- _Exercise prompt_
For each line of the listing below that contains the string "Montluçon", copy the line.

==========

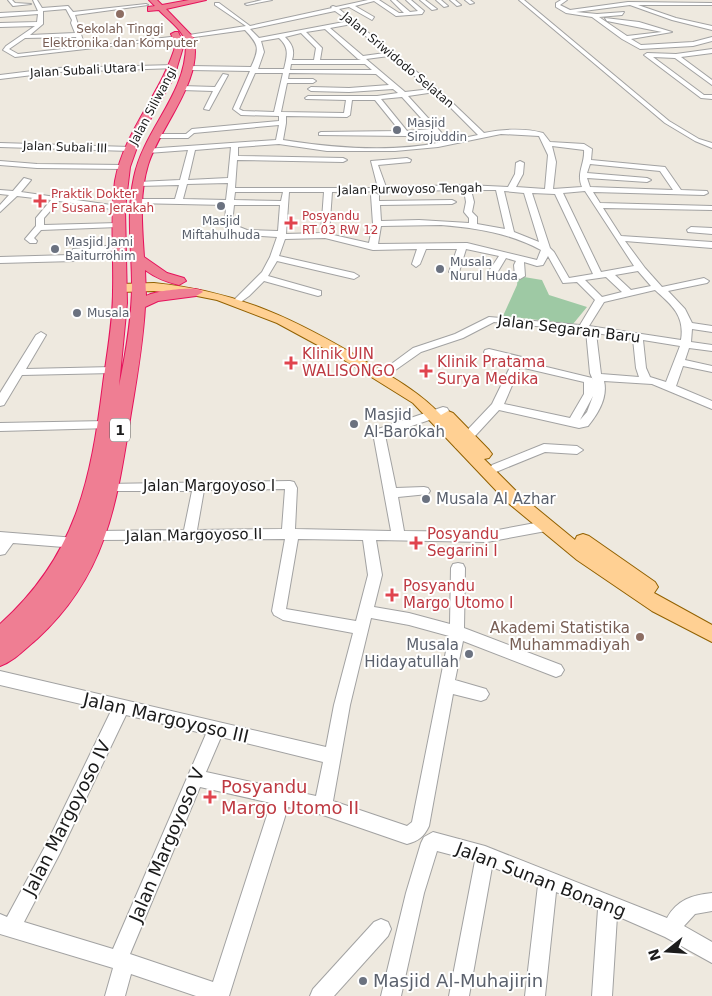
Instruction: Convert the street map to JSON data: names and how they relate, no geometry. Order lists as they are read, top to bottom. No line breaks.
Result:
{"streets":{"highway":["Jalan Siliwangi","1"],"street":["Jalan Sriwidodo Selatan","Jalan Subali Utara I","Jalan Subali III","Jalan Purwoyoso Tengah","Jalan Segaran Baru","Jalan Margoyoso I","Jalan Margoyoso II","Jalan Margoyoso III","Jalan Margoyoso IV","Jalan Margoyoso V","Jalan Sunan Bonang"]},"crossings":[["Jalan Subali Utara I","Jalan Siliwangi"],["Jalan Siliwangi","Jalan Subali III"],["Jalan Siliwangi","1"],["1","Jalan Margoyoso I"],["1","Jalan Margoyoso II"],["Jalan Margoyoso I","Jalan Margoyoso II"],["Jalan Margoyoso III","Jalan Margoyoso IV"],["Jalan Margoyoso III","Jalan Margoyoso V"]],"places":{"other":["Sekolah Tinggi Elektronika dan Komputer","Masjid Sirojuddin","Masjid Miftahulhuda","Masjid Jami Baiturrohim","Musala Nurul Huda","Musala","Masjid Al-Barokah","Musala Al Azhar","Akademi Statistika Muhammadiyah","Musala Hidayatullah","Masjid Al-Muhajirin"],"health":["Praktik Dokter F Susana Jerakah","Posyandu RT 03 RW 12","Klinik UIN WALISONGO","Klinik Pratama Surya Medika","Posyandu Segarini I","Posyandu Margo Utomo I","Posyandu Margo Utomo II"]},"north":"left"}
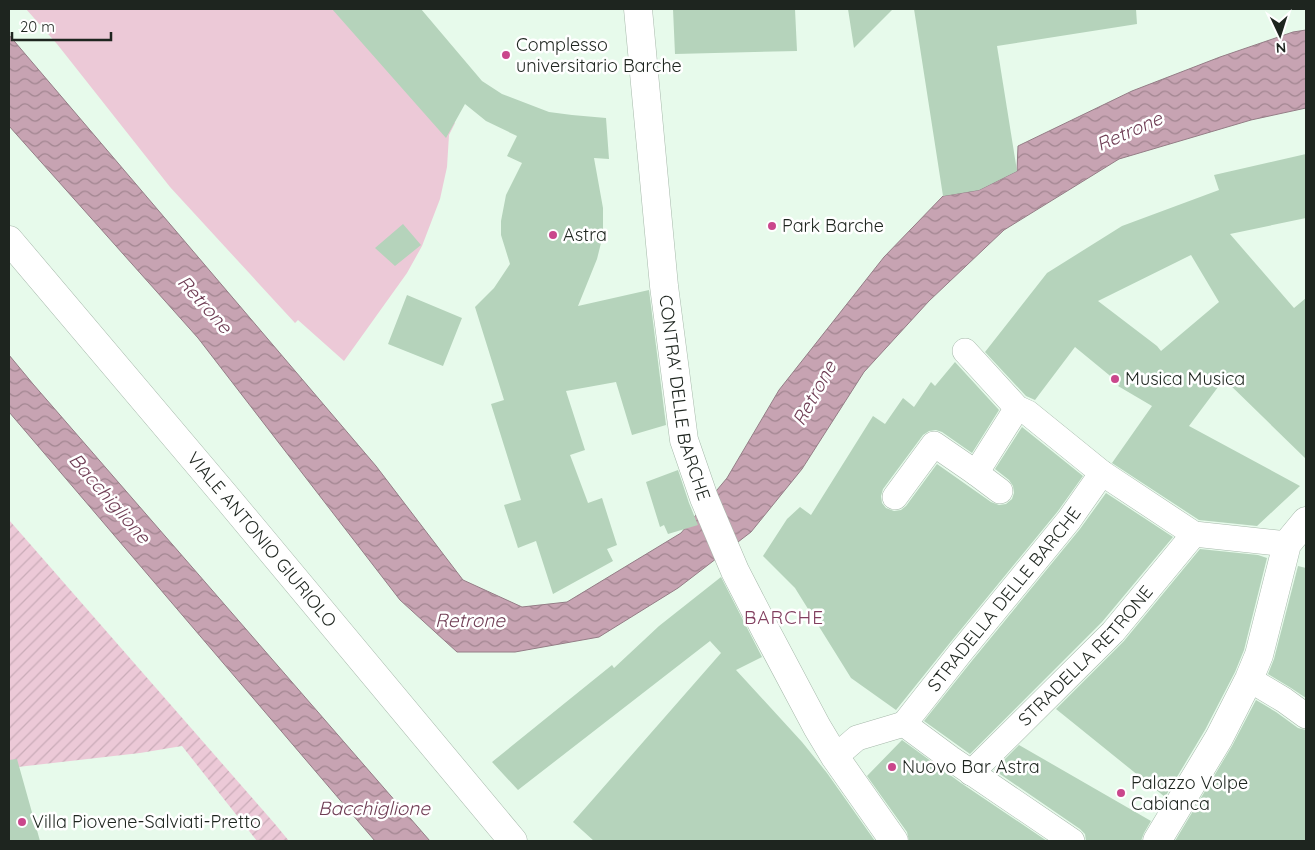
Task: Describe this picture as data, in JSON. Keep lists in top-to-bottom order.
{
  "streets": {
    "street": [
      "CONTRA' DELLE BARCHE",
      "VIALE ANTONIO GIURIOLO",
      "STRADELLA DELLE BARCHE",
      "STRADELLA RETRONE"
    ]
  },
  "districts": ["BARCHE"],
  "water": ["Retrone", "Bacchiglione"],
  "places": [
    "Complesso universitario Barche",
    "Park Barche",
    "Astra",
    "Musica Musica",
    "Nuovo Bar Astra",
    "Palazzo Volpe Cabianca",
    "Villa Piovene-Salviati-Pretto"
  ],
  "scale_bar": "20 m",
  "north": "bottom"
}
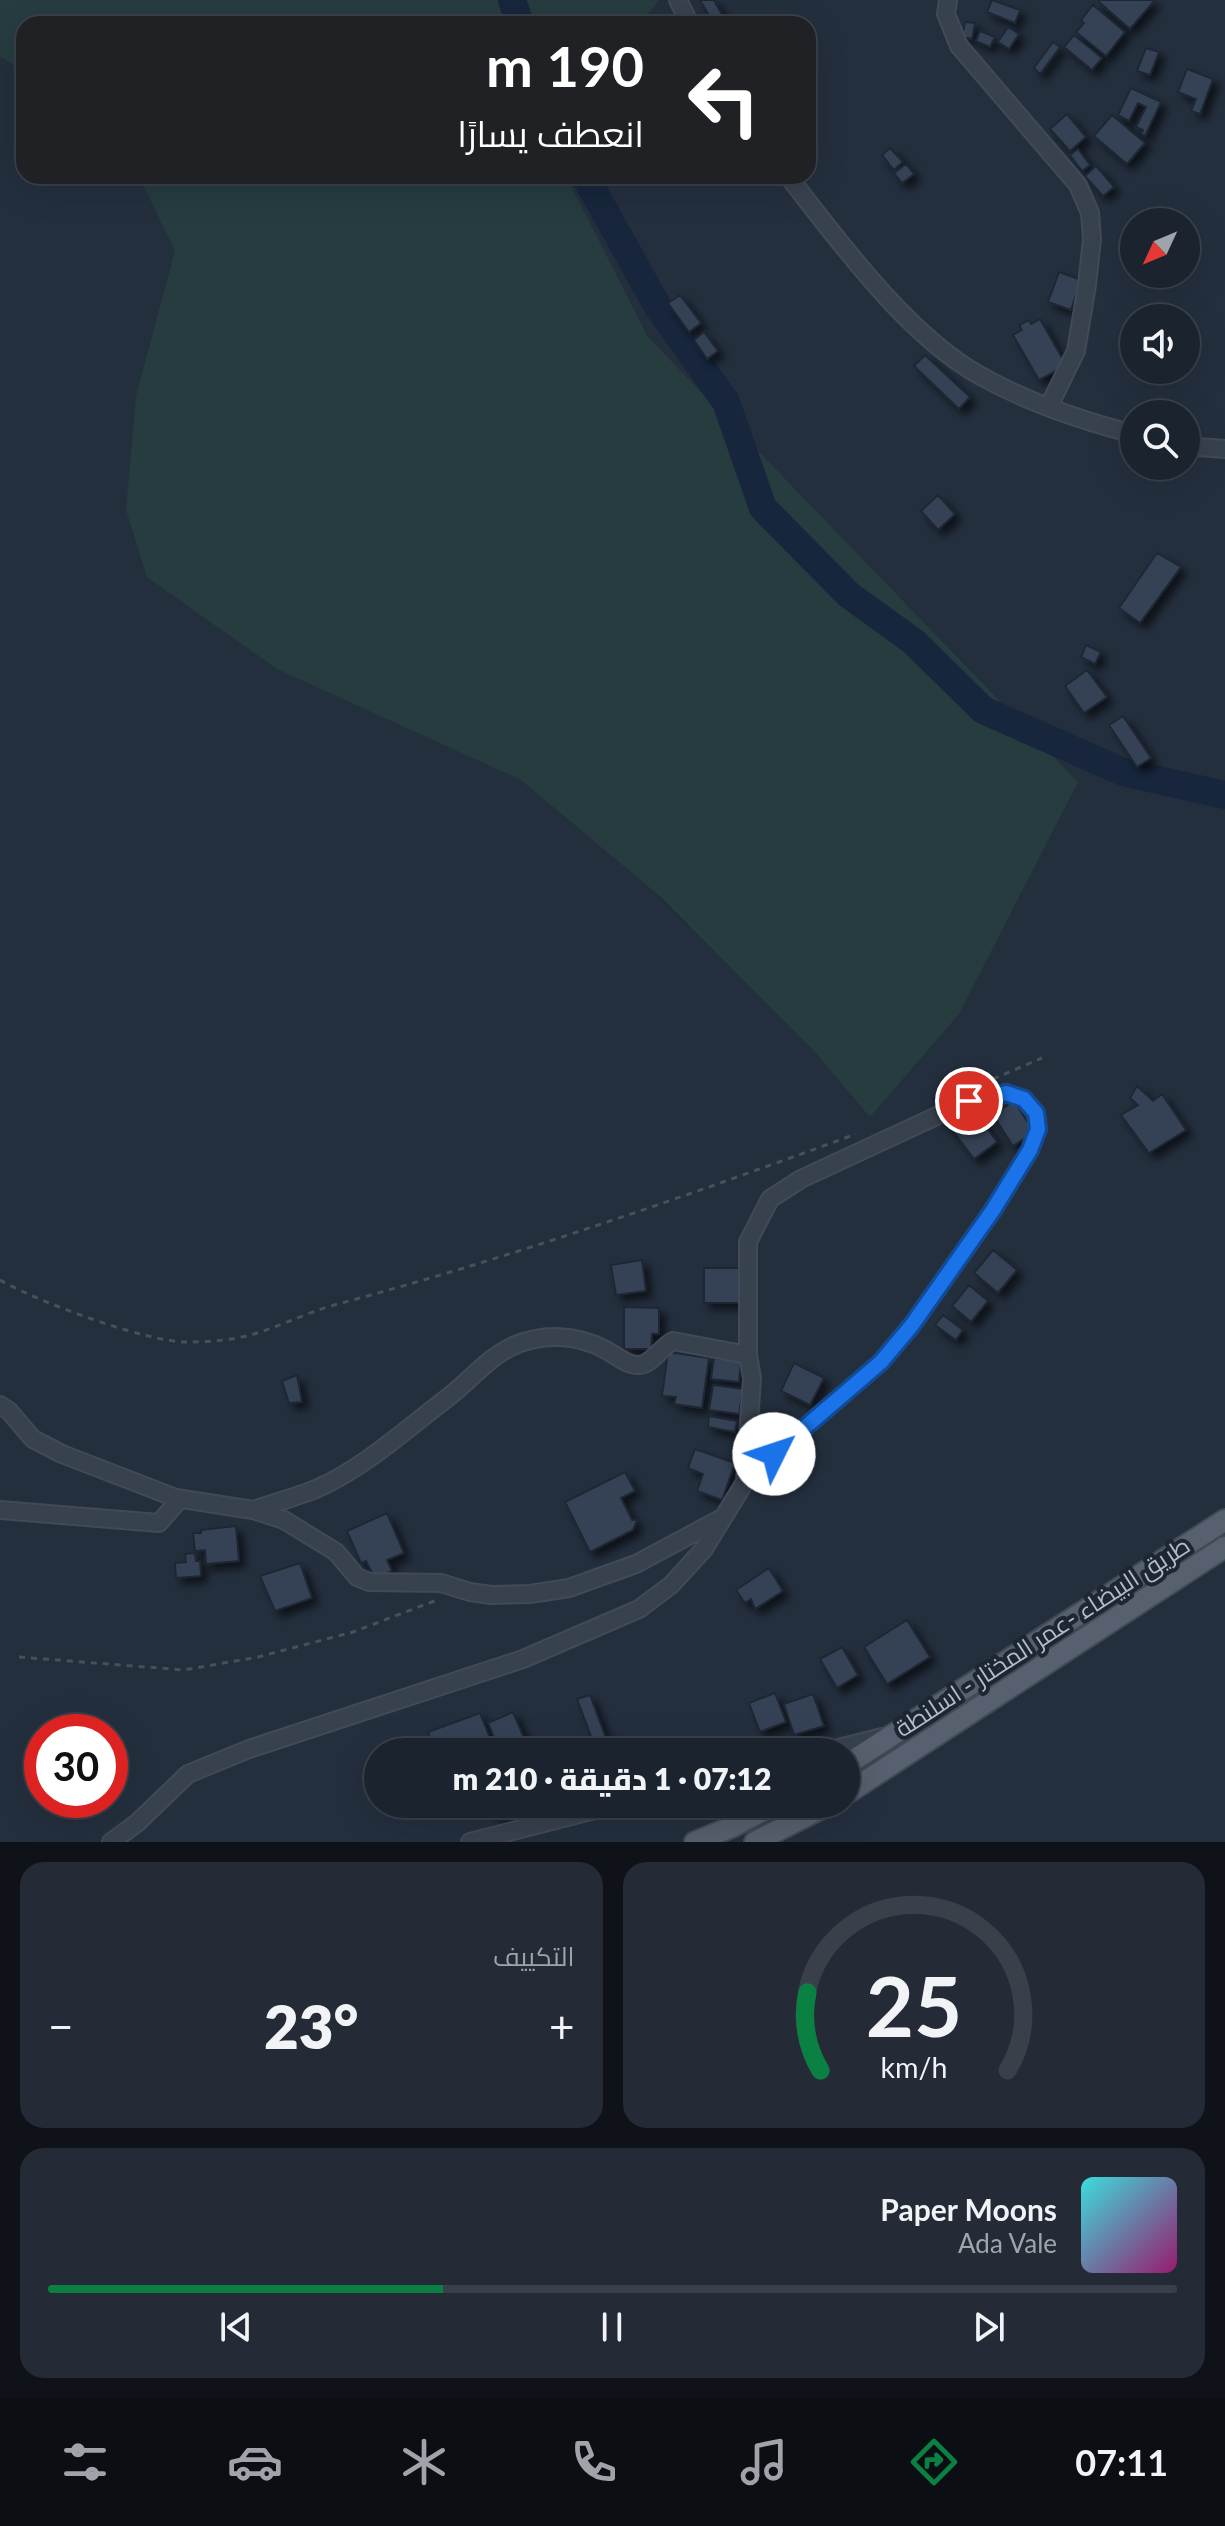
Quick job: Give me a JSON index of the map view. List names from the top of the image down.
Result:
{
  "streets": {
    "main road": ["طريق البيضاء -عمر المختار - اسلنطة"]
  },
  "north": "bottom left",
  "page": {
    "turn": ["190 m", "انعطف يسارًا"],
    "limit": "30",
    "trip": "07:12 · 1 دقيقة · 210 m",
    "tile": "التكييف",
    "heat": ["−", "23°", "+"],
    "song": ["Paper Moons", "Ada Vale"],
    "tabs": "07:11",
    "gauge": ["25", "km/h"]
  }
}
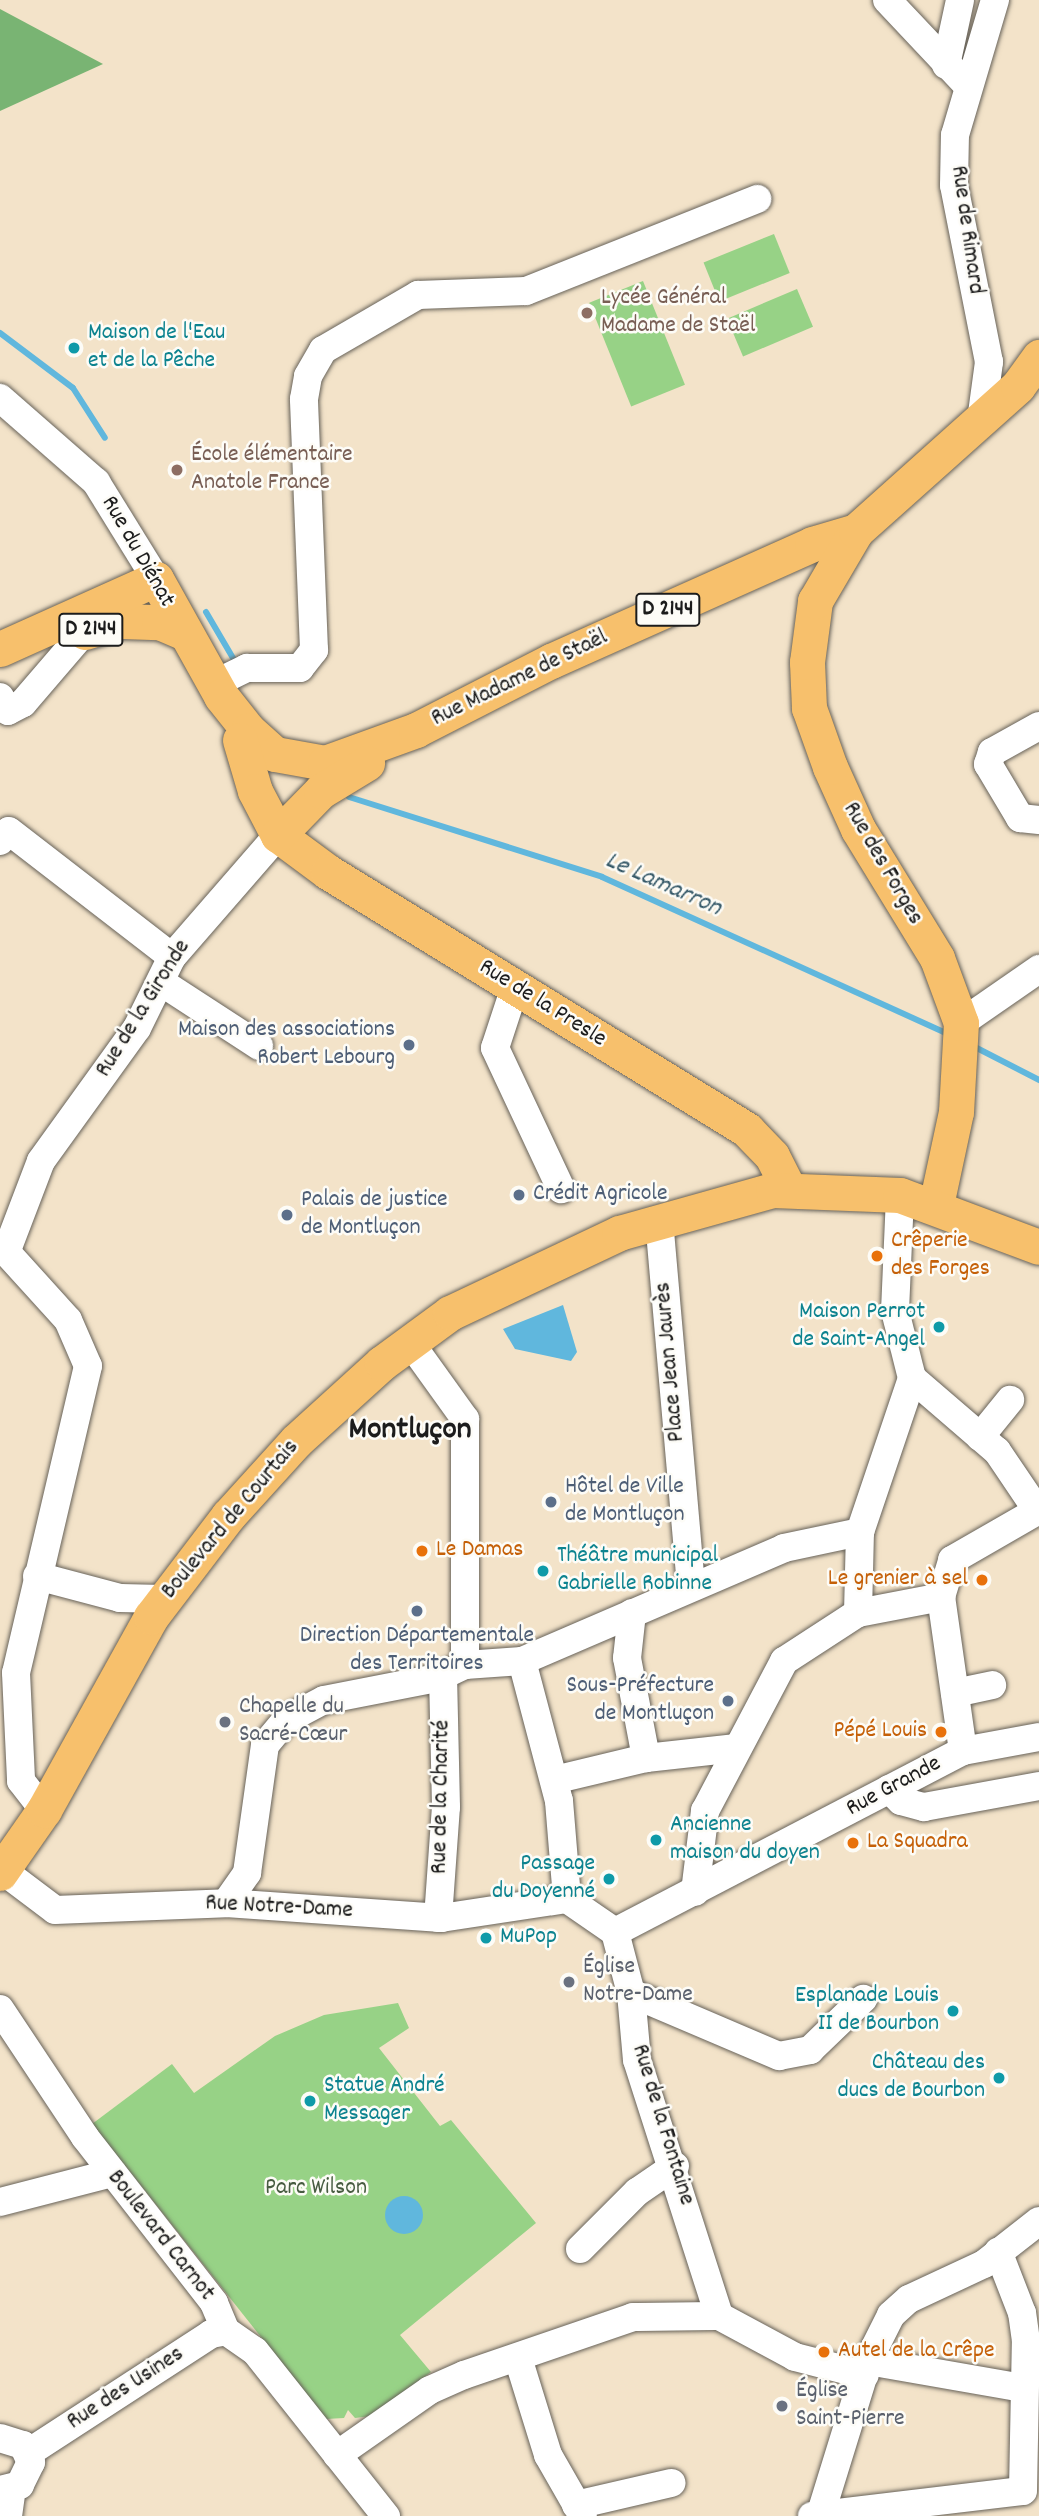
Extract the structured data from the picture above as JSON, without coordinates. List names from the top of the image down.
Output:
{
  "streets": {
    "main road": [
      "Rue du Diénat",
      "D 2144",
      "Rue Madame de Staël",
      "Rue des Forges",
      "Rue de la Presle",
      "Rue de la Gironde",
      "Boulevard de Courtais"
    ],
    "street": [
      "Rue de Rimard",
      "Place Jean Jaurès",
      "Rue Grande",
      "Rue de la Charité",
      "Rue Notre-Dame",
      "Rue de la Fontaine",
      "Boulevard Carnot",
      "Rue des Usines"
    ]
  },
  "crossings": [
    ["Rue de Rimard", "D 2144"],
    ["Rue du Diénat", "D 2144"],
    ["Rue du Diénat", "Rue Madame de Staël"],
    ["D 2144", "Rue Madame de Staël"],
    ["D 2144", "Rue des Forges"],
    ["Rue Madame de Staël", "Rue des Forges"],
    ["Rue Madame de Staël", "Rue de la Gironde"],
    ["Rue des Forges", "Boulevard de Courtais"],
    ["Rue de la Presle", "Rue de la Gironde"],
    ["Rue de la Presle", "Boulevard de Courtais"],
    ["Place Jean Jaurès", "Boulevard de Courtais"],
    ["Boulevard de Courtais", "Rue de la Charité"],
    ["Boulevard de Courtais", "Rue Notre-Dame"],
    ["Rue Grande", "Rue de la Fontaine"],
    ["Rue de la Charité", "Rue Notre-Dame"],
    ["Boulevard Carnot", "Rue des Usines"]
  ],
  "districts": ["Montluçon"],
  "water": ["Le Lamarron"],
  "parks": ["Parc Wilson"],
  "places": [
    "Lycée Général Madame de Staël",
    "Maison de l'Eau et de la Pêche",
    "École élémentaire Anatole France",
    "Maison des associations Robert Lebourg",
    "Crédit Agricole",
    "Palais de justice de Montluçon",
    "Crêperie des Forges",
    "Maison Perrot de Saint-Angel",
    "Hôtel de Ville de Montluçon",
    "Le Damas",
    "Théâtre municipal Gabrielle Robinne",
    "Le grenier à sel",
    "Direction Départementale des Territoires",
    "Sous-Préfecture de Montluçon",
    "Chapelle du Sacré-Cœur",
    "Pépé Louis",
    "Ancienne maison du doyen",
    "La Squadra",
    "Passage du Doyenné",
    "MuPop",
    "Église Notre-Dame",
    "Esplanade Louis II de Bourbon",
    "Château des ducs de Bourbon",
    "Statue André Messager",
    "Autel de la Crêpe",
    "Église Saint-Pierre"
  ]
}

==========

- _Task response_
  "districts": ["Montluçon"],
    "Palais de justice de Montluçon",
    "Hôtel de Ville de Montluçon",
    "Sous-Préfecture de Montluçon",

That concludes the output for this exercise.